What Is Surety?

The surety is the guarantee of the debts of one party by another. A surety is an organization or person that assumes the responsibility of paying the debt in case the debtor policy defaults or is unable to make the payments.

The party that guarantees the debt is referred to as the surety, or as the guarantor.

Key Takeaways

  • A surety is a person or party that takes responsibility for the debt, default or other financial responsibilities of another party.
  • A surety is often used in contracts where one party's financial holdings or well-being are in question and the other party wants a guarantor.
  • Surety bonds are financial instruments that tie the principal, the obligee—often a government entity—and the surety.
  • In the case of surety bonds, the surety is providing a line of credit to the principal so as to reassure the obligee that the principal will fulfill their side of the agreement.

Surety Explained

A surety is most common in contracts in which one party questions whether the counterparty in the contract will be able to fulfill all requirements. The party may require the counterparty to come forward with a guarantor in order to reduce risk, with the guarantor entering into a contract of suretyship. This is intended to lower risk to the lender, which might, in turn, lower interest rates for the borrower. A surety can be in the form of a "surety bond."

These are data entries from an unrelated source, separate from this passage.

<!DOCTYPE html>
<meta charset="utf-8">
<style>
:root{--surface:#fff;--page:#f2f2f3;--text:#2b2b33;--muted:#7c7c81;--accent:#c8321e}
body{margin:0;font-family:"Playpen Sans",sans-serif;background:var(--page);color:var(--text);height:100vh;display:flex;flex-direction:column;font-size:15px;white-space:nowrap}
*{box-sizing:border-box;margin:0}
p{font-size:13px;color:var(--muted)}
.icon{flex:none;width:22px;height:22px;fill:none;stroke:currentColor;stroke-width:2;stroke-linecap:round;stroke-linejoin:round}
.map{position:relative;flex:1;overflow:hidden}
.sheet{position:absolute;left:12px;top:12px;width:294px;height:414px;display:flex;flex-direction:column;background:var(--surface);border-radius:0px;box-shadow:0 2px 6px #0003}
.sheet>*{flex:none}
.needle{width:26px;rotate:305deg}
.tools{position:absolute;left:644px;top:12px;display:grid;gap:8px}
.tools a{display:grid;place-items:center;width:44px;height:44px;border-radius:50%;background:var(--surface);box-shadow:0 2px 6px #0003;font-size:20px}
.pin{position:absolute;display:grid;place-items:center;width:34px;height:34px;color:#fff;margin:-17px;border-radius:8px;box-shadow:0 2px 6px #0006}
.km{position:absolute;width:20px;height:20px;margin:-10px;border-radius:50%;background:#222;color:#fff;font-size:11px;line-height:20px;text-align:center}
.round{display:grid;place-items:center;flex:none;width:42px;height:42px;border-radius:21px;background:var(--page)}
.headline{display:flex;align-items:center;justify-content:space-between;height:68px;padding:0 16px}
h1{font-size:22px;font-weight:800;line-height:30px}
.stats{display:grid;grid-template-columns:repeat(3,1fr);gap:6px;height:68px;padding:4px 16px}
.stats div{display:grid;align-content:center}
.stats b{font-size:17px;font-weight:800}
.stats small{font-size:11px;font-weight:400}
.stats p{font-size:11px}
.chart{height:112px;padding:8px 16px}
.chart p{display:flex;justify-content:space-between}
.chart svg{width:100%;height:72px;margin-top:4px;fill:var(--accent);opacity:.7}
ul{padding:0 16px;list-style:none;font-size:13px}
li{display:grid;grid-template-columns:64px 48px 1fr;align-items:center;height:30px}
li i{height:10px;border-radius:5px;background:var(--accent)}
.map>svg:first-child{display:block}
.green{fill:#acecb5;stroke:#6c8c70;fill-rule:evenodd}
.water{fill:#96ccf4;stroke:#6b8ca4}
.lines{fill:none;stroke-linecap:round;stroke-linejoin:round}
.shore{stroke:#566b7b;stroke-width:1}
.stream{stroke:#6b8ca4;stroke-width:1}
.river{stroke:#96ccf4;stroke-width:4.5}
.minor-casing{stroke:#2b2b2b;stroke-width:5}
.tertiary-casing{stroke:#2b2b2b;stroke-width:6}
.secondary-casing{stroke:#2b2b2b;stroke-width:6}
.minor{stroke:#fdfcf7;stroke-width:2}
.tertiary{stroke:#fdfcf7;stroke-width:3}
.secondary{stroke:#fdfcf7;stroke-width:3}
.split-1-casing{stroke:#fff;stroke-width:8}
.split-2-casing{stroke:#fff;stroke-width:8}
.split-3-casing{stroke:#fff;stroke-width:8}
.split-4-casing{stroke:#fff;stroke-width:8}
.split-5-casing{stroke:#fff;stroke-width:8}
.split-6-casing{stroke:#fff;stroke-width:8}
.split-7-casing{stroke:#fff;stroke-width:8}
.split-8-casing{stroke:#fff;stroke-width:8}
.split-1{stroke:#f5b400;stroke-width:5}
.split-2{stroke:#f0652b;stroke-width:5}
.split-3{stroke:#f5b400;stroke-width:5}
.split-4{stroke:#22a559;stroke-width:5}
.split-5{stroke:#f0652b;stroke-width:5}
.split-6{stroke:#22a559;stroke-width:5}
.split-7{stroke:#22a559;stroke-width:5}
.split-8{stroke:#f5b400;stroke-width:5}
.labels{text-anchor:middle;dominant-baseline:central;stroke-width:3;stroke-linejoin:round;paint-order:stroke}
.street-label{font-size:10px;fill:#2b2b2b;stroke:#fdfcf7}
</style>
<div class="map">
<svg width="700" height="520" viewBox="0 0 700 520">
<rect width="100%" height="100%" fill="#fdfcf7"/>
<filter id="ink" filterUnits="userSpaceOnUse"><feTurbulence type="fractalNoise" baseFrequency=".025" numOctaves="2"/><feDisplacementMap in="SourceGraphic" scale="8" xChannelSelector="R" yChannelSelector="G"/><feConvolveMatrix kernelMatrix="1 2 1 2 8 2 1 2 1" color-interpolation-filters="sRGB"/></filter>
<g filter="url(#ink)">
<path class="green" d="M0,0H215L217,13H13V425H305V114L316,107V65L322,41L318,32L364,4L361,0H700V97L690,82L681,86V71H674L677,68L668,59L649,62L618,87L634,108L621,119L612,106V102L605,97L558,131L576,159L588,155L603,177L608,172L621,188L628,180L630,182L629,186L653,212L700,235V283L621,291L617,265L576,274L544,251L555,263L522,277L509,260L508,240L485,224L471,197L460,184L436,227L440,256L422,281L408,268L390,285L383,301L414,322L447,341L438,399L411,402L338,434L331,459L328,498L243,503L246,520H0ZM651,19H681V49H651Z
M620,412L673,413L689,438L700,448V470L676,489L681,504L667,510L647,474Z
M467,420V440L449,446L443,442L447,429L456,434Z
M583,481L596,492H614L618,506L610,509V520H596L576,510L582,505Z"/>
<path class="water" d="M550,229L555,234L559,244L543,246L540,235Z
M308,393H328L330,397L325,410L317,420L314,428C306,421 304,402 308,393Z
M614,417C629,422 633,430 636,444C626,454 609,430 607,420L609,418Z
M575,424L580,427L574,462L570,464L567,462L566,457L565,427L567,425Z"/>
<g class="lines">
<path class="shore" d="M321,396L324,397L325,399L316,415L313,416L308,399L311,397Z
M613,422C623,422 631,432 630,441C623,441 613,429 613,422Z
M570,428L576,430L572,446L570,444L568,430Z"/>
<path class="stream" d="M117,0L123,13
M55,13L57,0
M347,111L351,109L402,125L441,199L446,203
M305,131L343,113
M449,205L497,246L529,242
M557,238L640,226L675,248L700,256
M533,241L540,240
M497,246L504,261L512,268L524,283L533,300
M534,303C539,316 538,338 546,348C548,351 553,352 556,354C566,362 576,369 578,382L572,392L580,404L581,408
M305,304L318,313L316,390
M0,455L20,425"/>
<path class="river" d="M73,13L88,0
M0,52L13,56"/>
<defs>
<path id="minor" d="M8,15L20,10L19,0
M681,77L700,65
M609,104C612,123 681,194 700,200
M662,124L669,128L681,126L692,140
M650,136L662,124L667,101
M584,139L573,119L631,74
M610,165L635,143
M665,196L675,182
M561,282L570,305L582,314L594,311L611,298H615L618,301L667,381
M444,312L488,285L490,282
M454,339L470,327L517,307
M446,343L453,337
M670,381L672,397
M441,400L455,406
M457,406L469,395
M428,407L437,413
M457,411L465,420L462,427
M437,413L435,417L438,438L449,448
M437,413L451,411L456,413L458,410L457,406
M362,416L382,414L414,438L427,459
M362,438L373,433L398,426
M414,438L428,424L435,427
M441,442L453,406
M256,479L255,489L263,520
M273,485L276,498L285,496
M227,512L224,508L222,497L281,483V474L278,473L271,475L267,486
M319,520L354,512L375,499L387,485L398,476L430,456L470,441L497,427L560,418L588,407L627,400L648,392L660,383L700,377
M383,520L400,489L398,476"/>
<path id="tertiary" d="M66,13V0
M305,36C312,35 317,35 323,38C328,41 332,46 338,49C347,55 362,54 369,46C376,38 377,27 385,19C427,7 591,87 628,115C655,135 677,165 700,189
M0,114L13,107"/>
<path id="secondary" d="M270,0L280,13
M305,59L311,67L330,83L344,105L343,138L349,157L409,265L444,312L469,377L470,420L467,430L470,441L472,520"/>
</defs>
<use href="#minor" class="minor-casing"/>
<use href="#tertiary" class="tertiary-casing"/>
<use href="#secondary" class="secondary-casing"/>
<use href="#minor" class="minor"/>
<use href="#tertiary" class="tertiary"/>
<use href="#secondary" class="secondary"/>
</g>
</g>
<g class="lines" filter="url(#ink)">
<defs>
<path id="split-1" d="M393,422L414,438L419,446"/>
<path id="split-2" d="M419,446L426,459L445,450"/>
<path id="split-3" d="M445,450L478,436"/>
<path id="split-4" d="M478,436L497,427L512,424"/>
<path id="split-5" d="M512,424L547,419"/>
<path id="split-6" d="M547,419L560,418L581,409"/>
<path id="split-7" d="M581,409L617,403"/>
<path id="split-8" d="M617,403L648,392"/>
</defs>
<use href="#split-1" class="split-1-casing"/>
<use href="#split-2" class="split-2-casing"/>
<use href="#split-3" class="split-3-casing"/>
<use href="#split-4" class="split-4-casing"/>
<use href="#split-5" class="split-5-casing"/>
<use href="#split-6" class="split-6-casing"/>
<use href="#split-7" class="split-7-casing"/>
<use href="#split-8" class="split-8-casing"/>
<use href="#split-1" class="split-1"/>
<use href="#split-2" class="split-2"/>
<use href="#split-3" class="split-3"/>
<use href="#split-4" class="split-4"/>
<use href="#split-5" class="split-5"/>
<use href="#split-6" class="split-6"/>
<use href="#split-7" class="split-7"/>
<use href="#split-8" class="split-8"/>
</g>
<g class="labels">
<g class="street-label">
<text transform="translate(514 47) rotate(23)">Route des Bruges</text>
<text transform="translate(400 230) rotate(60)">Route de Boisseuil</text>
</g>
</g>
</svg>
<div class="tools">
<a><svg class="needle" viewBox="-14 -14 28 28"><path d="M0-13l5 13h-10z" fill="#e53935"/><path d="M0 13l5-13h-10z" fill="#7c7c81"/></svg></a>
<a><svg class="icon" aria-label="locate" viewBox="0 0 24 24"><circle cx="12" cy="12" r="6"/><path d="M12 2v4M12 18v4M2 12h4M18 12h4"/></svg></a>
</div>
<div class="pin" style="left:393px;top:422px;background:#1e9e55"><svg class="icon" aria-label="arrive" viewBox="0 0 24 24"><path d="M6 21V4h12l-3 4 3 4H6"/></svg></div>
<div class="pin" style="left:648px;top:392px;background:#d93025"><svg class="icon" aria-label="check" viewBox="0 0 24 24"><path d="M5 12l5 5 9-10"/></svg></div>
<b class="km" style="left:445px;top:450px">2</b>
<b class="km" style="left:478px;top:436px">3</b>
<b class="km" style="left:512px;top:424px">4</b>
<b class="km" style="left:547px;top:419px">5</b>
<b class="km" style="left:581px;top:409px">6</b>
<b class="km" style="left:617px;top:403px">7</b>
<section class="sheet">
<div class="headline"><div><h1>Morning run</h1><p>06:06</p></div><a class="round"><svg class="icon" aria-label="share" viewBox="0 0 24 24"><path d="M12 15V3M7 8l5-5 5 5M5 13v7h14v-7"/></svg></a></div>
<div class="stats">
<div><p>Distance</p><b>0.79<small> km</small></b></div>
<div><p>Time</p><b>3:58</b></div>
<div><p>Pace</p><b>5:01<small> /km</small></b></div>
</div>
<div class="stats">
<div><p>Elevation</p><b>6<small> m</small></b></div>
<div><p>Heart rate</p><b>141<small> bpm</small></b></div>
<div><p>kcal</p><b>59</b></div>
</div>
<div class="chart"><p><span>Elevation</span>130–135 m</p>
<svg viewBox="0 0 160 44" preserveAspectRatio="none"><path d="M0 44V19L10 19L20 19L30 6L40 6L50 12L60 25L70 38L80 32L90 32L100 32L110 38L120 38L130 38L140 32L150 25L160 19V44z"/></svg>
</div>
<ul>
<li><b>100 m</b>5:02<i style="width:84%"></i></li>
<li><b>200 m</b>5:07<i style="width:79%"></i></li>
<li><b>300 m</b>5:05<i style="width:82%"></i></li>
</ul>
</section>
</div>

A surety bond is a legally binding contract entered into by three parties—the principal, the obligee, and the surety. The obligee, usually a government entity, requires the principal, typically a business owner or contractor, to obtain a surety bond as a guarantee against future work performance.

The surety is the company that provides a line of credit to guarantee payment of any claim. They provide a financial guarantee to the obligee that the principal will fulfill their obligations. A principal’s obligations could mean complying with state laws and regulations pertaining to a specific business license, or meeting the terms of a construction contract.

If the principal fails to deliver on the terms of the contract entered into with the obligee, the obligee has the right to file a claim against the bond to recover any damages or losses incurred. If the claim is valid, the surety company will pay reparation that cannot exceed the bond amount. The underwriters will then expect the principal to reimburse them for any claims paid.

Important Distinctions

A surety is not an insurance policy. The payment made to the surety company is paying for the bond, but the principal is still liable for the debt. The surety is only required to relieve the obligee of the time and resources that will be used to recover any loss or damage from a principal. The claim amount is still retrieved from the principal through either collateral posted by the principal or through other means.

A surety is not a bank guarantee. Where the surety is liable for any performance risk posed by the principal, the bank guarantee is liable for the financial risk of the contracted project.